Inspired by old magic, OMA's Dutch towers are designed to relax

This article was taken from the February 2014 issue of Wired magazine. Be the first to read Wired's articles in print before they're posted online, and get your hands on loads of additional content by subscribing online.

This is De Rotterdam, a new "mixed-use vertical city" from OMA, the architectural practice headed by Rem Koolhaas. The single largest building in the Netherlands, its three towers rise 150m above a concrete pediment balancing on the waterfront of Rotterdam's Wilhelminapier.

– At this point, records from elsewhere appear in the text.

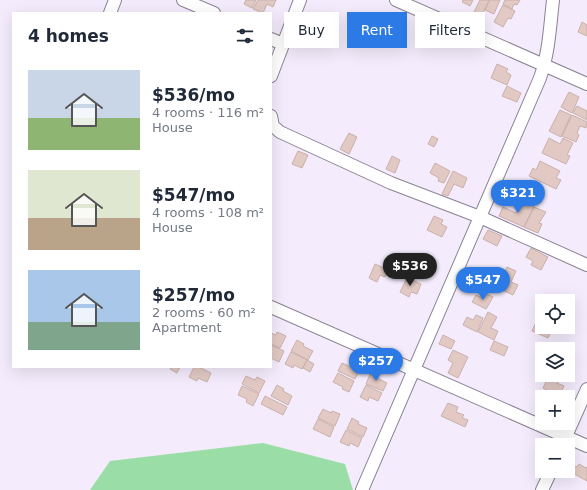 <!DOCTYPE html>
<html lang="en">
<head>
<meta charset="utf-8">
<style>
  body { margin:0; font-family:"DejaVu Sans",sans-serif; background:#f2f2f3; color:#1f2937; height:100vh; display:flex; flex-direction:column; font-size:15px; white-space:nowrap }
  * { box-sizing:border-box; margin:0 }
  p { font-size:13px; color:#747a83 }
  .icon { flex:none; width:22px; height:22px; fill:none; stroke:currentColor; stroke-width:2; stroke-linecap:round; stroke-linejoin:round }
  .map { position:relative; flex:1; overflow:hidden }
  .sheet { position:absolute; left:12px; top:12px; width:260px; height:356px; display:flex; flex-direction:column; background:#fff; border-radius:0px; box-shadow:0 4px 16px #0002 }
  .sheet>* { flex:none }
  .hud { position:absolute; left:284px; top:12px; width:243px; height:36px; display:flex; gap:8px }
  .tools { position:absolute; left:535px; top:294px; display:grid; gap:8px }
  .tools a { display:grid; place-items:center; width:40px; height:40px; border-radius:0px; background:#fff; box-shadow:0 4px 16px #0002; font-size:20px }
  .price { position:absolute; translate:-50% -34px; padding:0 9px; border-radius:14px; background:#2b7ae5; color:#fff; font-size:13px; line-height:26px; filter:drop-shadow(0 1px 2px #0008) }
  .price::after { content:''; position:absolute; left:50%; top:24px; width:12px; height:9px; margin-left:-6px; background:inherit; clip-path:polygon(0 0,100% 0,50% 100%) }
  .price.selected { background:#222; color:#fff }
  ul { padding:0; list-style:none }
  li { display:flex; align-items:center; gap:12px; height:100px; padding:0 16px }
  li span { display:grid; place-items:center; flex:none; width:112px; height:80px; border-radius:0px; color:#555 }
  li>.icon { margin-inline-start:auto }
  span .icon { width:48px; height:48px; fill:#fffc; stroke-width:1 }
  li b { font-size:17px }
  h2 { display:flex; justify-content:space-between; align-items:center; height:48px; padding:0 16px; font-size:17px }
  .tag { padding:0 14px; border-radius:0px; background:#fff; box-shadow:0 4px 16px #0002; font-size:14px; line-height:36px }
  .tag.selected { background:#2b7ae5; color:#fff }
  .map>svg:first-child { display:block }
  .green { fill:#9bdda6 }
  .building { fill:#e2c9c4; stroke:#c9b0ac }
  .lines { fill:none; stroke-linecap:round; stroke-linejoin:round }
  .minor-casing { stroke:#8b8294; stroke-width:14 }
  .minor { stroke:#fff; stroke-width:12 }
</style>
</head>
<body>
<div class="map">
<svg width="587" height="490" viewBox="0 0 587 490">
  <rect width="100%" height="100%" fill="#f4ecfc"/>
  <!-- green -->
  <path class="green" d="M263,443l82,21 8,26h-263l20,-29z"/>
  <!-- building -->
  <path class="building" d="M246,0h10l-4,8 -8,-4z
    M258,0h18l-3,7 -6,-3 -4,9 -10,-4z
    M463,0h10l-3,6 -8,-4z
    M480,0h9l-7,16 -8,-4z
    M490,0h10l-6,14 -9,-4z
    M505,0h15l-3,5 -3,-1 -2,5 -9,-5z
    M503,5l12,6 -4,8 -3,-1 -5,9 -9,-5z
    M582,22l5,3v11l-9,-4z
    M497,64l11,5 -2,3 5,3 -4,10 -16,-7z
    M507,86l14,7 -4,9 -15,-6z
    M569,92l10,5 -7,16 -11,-6z
    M577,106l10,5v9l-14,-7z
    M560,110l11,5 -10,22 -12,-6z
    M572,115l15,7 -1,6 -6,-2 -3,7 2,2 -3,7 -14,-6z
    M349,133l8,4 -8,17 -9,-5z
    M432,136l6,3 -4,8 -6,-3z
    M549,138l11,6 3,-6 10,5 -6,12 3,1 -4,8 -24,-11z
    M298,151l10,4 -6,13 -10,-4z
    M392,156l8,4 -5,13 -9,-4z
    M540,161l20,10 -4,7 5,2 -5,9 -27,-13 4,-8 3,2z
    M435,163l15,8 -6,12 -6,-2 1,-3 -9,-5z
    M453,171l14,7 -4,10 -9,-4 -6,12 -6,-2z
    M529,184l12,6 -7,15 -12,-6z
    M522,201l12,6 -10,20 -25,-11 4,-9 13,6z
    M534,207l12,5 -7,11 3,1 -4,9 -14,-6z
    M434,216l9,4 -2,4 6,3 -5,10 -15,-7z
    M488,230l14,6 -5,10 -14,-7z
    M531,248l17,9 -7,13 -10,-5 2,-4 -7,-4z
    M417,254l14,7 -5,11 -6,-4 -5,11 -8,-4z
    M375,264l13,6 -3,7 -5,-2 -3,7 -8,-4z
    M507,267l9,4 -5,11 7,3 -5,10 -15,-7z
    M407,278l14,6 -4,10 -6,-2 -2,5 -9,-5z
    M485,293l8,4 -7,12 -14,-7 4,-7 6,3z
    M488,312l9,5 -6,11 7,3 -4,9 -16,-8z
    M476,315l7,3 -6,14 -14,-7 4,-8 6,3z
    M537,320l5,2v5h11l-5,11 -16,-7z
    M277,332l9,4 -6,12 -9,-4v-11l5,2z
    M443,335l12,6 -4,8 -12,-5z
    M297,340l7,4 -1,2 10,5 -5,9 -17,-9z
    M494,341l14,6 -4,9 -14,-6z
    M271,345l13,6 -5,11 -8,-4z
    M453,350l15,7 -10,21 -10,-5 5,-10 -5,-3z
    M291,352l16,8 -5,9 -8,-4 -1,3 -8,-4z
    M307,360l7,4 -4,8 -7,-4z
    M342,363l9,4 1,-2 8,4 -5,10 -17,-8z
    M171,367h9l-3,6 -7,-4z
    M194,367h5l12,6 -4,9 -9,-4 -1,3 -8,-4z
    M371,372l8,4 -2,2 10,5 -4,8 -17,-7z
    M338,373l16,8 -5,11 -7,-3 1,-2 -10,-5z
    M549,375h18l-1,3 -5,-3 -4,8 7,3 -5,10 -16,-8z
    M246,376l9,4 2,-3 8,4 -6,12 -17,-9z
    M277,385l7,4 -1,2 9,5 -4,9 -17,-9z
    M366,385l16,8 -4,8 -9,-4 -1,4 -8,-4z
    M242,386l17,8 -6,12 -7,-4 1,-3 -9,-4z
    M265,396l22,11 -4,8 -22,-11z
    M448,403l10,4 -2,5 8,3 -2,3 6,2 -3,7 -24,-11z
    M323,409l8,4 1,-2 8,3 -5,12 -17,-8z
    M352,418l7,4 -1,2 9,4 -4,9 -16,-8z
    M318,419l16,8 -4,10 -17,-8z
    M346,430l16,8 -4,9 -8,-4 -1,3 -9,-4z
    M579,464l7,4 1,-1v14l-18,-10 3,-6 5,2z"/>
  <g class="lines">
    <!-- minor casing -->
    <g class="minor-casing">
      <path id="minor" d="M183,0l31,13
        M396,0l191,84
        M110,13l5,-13
        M271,39l12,5
        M271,76l29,-76
        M271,116l2,10 7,6 111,51 89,34 107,48
        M271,307l316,139
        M562,445l25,-56
        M362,490l178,-412c9,-25 10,-52 13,-78
        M542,490l9,-19"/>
    </g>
    <!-- minor -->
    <use href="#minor" class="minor"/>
  </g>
</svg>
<div class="tools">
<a><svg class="icon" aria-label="locate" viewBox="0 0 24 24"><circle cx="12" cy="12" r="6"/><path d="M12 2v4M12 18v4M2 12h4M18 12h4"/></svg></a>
<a><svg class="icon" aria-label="layers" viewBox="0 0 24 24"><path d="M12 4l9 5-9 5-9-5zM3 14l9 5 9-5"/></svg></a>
<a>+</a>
<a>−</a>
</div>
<b class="price" style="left:518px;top:214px">$321</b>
<b class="price selected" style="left:410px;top:287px">$536</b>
<b class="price" style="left:483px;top:301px">$547</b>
<b class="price" style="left:376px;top:382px">$257</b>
<div class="hud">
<a class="tag">Buy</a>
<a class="tag selected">Rent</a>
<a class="tag">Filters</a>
</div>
<section class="sheet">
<h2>4 homes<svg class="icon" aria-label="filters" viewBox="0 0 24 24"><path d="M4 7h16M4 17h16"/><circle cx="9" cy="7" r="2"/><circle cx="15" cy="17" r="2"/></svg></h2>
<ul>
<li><span style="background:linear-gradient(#c9d6e8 60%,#8fb573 0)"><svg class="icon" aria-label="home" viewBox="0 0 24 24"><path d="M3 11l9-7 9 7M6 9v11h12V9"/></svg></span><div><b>$536/mo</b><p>4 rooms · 116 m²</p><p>House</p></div></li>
<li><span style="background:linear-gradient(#dfe7d0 60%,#b9a48a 0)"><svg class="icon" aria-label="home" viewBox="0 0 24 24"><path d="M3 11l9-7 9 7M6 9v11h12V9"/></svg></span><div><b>$547/mo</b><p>4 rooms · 108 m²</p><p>House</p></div></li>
<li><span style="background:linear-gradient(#a9c7e8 65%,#7fa58c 0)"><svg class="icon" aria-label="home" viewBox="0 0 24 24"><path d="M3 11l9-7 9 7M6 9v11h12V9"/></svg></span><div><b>$257/mo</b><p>2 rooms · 60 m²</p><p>Apartment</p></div></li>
</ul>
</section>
</div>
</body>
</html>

Project architect Kees Van Casteren translates De Rotterdam's mass into everyday terms: it weighs "as much as a traffic jam from Rotterdam to Milan". This matters, because the Dutch have willed their country into being from boggy, unpromising land -- and historic -- Wilhelminapier sits on particularly poor foundations. Most of this building's movement, explains Van Casteren, happens during construction.

Effectively, the structure is ratcheted up too "tight" as it is built and permitted to sag as it settles. The build was started in 1997 but stopped after 9/11, and the final cost is €340 million (£285 million), which has realised 240 apartments, 285 hotel rooms, 72,000m2 of office space -- and some very tricksy geometry.

A number of columns contain valves with steel plates stacked laterally in between. At intervals these plates are whipped out -- a bit like the magician's tablecloth trick -- allowing the building to sag at a controlled speed.